Károlyi
und sein für Nationalitätenfragen zuständiger Minister Oszkár
Jászi (s. Bild)
hatten sich auf Grund ihres Eintretens während des Krieges für die
Entente und im Vertrauen auf die 14 Punkte (s.
Bild) des amerikanischen Präsidenten Wilson nun, nachdem sie an die
Macht gekommen waren, eine wohlwollende Behandlung Ungarns in dieser Frage
erhofft. Oszkár Jászi hatte seine nationalitätenpolitische
Konzeption, die von Károlyi geteilt wurde, bereits in der Vorkriegszeit
theoretisch entwickelt. Sie war durch große Fort-schrittlichkeit, zugleich
aber auch durch Illusion gekennzeichnet.
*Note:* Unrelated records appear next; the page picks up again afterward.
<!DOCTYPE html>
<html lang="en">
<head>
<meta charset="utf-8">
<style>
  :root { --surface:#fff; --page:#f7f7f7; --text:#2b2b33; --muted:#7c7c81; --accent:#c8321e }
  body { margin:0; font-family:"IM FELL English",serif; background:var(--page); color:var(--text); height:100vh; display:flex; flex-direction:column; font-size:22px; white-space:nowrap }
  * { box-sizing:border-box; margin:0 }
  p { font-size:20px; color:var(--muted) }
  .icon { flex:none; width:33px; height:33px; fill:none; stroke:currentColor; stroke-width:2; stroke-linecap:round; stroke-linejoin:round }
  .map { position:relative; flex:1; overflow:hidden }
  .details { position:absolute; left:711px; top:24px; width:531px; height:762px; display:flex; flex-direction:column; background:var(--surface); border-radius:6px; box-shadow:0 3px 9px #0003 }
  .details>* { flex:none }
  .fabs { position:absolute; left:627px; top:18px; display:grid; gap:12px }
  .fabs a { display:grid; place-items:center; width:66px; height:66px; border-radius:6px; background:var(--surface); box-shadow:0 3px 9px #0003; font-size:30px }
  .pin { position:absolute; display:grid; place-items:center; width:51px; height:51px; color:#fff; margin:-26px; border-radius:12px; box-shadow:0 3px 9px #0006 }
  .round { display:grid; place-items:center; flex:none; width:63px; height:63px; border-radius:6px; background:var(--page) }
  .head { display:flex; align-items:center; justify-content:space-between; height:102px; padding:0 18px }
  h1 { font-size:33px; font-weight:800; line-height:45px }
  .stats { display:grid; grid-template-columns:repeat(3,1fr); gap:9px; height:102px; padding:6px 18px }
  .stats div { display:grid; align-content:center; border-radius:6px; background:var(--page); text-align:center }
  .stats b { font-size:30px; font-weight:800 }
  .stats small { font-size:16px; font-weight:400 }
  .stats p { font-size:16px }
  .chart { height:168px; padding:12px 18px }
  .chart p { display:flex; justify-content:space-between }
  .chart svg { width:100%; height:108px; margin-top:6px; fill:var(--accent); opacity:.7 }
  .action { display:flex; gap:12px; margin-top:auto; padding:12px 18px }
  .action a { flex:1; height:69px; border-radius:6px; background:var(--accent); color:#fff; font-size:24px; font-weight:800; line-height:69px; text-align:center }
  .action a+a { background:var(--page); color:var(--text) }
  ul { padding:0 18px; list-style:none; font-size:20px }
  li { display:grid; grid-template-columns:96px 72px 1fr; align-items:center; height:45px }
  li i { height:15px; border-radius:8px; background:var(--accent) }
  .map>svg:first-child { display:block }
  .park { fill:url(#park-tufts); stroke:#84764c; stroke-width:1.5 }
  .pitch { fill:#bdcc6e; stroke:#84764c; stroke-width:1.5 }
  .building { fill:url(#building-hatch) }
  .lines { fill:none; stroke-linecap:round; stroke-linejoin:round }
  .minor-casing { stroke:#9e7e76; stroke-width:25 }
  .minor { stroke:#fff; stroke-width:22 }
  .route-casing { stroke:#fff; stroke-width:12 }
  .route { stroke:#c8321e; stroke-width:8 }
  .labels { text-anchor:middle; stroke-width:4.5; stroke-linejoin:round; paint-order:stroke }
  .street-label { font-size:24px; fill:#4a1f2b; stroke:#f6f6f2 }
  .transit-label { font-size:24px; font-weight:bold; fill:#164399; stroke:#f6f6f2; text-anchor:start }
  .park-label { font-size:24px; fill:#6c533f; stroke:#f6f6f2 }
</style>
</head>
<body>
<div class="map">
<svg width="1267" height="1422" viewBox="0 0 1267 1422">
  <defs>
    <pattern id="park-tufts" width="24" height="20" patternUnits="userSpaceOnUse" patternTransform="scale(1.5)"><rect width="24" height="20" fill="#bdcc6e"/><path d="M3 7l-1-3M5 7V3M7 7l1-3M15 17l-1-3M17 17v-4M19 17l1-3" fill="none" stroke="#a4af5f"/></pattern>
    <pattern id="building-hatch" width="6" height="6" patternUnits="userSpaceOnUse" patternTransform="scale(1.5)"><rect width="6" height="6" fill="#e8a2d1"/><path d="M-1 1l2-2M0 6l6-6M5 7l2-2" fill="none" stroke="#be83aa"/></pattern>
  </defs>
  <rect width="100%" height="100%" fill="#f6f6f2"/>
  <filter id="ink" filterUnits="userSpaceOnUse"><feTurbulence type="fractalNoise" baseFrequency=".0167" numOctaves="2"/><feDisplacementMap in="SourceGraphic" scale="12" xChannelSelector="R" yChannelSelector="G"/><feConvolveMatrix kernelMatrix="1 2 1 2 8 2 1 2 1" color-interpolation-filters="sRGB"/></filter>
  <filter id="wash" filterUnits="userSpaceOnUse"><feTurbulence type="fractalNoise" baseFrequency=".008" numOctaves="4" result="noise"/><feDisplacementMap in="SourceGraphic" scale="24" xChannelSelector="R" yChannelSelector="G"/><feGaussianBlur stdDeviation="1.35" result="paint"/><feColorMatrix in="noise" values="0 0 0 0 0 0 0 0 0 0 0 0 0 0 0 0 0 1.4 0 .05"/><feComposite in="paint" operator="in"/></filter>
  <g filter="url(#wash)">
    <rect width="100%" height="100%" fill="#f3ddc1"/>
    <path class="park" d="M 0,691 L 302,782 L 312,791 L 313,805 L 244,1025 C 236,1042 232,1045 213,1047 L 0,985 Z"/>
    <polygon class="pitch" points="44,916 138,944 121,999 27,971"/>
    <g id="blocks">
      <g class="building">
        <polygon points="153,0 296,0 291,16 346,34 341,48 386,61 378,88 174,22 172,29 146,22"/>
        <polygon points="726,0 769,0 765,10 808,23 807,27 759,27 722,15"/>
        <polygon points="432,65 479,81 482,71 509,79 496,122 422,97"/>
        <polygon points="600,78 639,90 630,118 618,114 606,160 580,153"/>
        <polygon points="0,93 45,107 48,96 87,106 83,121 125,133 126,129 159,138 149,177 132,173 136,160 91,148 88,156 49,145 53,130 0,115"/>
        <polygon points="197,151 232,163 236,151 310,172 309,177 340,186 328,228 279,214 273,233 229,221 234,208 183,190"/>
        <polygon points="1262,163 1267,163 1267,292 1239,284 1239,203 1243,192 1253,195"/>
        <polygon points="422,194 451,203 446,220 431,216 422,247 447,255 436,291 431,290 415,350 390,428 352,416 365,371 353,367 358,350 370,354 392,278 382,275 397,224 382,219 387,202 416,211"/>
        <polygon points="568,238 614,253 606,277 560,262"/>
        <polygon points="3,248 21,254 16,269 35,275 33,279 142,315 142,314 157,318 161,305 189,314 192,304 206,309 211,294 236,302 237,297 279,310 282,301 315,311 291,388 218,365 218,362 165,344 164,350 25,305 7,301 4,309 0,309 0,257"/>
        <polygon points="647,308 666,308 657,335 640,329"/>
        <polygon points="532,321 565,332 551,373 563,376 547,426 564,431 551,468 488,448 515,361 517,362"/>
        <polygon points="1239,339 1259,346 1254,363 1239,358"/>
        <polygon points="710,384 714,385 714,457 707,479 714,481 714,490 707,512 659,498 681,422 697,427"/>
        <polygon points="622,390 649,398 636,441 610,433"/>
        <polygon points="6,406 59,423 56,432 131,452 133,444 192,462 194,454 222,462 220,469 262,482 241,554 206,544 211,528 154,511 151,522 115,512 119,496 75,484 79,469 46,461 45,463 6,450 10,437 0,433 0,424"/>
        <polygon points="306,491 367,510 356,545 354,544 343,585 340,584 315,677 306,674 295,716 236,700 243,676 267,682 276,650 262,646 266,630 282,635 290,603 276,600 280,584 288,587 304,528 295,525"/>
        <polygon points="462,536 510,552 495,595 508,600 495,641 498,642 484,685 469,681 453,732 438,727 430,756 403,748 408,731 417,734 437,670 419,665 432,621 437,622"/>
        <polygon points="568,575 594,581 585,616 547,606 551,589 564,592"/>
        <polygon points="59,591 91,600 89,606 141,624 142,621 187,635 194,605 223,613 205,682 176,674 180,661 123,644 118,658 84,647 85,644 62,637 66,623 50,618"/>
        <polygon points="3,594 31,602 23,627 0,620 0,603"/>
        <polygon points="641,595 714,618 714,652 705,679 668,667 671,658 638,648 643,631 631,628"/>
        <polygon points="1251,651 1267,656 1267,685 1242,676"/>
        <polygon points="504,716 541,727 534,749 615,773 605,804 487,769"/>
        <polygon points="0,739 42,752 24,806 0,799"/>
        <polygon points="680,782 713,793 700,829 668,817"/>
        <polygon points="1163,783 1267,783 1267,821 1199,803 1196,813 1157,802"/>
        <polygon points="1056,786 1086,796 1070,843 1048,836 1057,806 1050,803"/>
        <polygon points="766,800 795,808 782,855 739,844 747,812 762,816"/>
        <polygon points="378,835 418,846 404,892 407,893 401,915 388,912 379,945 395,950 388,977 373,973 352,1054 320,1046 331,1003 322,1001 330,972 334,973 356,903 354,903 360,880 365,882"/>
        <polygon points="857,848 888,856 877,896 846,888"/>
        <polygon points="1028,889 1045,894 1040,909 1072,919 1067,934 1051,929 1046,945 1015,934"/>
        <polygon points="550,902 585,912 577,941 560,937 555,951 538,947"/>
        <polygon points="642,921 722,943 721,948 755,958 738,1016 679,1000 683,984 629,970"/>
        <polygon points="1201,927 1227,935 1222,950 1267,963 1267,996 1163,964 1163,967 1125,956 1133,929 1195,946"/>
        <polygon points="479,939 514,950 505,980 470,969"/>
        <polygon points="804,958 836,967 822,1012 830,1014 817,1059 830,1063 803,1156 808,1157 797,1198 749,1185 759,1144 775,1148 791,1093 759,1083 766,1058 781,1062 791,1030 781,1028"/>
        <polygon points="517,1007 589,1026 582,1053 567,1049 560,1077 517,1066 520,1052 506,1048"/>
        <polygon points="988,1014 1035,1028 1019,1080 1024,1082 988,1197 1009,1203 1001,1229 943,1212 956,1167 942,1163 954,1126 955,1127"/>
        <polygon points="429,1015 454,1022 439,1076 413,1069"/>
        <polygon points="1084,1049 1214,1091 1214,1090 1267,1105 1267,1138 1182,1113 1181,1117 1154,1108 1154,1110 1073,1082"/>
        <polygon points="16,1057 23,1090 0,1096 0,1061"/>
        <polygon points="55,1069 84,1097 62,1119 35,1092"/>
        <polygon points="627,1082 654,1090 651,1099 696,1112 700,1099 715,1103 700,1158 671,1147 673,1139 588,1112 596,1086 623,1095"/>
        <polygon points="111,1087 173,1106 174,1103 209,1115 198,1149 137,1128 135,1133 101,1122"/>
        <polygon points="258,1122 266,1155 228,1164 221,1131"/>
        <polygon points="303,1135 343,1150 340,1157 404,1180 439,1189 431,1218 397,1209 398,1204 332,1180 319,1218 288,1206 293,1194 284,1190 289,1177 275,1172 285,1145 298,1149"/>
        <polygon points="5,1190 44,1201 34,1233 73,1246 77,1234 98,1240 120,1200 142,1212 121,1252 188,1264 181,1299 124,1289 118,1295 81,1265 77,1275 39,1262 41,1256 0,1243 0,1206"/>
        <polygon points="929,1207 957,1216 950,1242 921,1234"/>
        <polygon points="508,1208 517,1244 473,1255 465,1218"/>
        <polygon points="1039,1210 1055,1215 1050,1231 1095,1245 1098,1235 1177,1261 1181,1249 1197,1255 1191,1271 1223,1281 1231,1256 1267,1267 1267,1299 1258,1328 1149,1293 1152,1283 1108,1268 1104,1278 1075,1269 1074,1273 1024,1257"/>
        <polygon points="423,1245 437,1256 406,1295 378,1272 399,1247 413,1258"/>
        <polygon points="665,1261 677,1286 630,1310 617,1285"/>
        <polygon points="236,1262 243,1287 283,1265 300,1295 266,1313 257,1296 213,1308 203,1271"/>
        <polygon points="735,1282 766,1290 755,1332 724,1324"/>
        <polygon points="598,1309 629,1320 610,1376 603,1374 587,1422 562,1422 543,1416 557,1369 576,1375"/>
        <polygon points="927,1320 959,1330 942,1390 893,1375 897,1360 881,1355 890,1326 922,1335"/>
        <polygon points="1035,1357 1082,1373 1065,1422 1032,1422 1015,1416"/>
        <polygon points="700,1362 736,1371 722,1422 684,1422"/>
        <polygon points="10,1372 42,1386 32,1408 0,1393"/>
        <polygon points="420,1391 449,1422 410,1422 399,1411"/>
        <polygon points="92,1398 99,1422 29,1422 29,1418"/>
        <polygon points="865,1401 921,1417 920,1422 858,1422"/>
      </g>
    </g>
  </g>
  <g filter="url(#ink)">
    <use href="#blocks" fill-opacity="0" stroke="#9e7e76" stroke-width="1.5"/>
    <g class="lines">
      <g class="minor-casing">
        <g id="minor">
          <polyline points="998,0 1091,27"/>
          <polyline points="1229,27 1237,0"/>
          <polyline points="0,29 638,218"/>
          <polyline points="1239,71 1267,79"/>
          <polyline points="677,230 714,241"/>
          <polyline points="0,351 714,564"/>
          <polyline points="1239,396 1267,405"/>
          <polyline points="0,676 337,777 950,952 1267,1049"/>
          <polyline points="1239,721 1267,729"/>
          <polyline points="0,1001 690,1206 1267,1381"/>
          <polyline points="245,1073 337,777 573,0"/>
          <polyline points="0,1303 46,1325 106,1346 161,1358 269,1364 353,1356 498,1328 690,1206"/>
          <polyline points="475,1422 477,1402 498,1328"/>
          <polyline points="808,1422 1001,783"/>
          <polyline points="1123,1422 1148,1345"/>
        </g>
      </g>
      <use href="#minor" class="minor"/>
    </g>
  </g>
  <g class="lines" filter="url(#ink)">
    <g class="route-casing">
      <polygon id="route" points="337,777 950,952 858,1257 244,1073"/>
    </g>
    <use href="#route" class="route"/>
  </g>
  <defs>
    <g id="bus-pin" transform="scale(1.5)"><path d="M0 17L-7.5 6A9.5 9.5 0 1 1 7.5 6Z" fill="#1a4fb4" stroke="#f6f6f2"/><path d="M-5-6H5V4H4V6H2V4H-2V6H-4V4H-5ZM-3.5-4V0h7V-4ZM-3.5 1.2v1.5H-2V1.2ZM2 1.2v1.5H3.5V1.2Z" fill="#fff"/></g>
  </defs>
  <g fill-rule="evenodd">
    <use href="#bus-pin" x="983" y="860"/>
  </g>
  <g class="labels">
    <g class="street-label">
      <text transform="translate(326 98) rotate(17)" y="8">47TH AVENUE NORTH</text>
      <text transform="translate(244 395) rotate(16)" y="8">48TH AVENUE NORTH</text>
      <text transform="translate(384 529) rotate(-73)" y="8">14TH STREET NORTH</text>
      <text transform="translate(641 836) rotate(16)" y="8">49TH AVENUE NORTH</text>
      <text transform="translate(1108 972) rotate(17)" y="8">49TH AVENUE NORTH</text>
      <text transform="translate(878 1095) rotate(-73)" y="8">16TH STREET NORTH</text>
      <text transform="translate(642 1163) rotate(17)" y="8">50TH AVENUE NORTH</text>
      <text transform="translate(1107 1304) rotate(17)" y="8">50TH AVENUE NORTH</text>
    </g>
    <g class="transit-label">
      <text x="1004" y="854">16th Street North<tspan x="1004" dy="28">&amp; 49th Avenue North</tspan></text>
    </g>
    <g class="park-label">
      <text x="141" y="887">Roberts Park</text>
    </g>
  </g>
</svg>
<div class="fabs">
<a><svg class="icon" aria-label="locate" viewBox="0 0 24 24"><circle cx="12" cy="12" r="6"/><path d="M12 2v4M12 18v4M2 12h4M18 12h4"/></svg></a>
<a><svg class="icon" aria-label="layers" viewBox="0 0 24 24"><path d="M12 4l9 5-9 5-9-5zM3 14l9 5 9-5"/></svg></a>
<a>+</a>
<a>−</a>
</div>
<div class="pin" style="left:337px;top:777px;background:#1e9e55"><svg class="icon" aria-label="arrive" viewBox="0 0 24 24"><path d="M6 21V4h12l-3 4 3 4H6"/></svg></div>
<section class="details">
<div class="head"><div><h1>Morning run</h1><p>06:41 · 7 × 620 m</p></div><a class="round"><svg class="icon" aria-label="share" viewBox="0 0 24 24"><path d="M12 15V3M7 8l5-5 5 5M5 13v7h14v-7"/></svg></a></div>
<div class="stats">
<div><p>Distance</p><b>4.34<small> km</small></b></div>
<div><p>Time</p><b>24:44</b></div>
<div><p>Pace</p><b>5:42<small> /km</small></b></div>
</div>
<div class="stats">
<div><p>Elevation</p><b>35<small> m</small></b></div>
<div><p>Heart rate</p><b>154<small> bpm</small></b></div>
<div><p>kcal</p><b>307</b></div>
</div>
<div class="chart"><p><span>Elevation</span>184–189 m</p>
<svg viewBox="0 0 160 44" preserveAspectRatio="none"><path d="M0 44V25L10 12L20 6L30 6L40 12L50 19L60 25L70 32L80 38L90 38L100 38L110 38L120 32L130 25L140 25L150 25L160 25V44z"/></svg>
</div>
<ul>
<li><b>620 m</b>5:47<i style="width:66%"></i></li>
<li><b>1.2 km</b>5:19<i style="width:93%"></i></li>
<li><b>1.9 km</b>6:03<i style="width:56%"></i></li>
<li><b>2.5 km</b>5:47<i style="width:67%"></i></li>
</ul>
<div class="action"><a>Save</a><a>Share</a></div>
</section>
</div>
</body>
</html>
Der Fortschritt bestand darin, daß
man bereit war, den Nationalitäten ein Selbstbestimmungs-recht und eine
kulturelle, sprachliche und lokale Autonomie zu gewähren, sowie ihnen
selbstverständlich auch alle demokratischen Rechte zuteil werden zu lassen.
Die Illusion lag in der Hoffnung, die Gewährung demokratischer Rechte
allein würde die Nationalitäten (s.
Karte) bereits bewegen, bei Ungarn zu verbleiben, und die territoriale
Integrität Ungarns könnte damit gewahrt werden. Dabei hatten zu
diesem Zeitpunkt, Ende Oktober 1918, bereits zwei Nationalitäten, nämlich
die Kroaten und die Slowaken, ihre Loslösung von Ungarn deklariert.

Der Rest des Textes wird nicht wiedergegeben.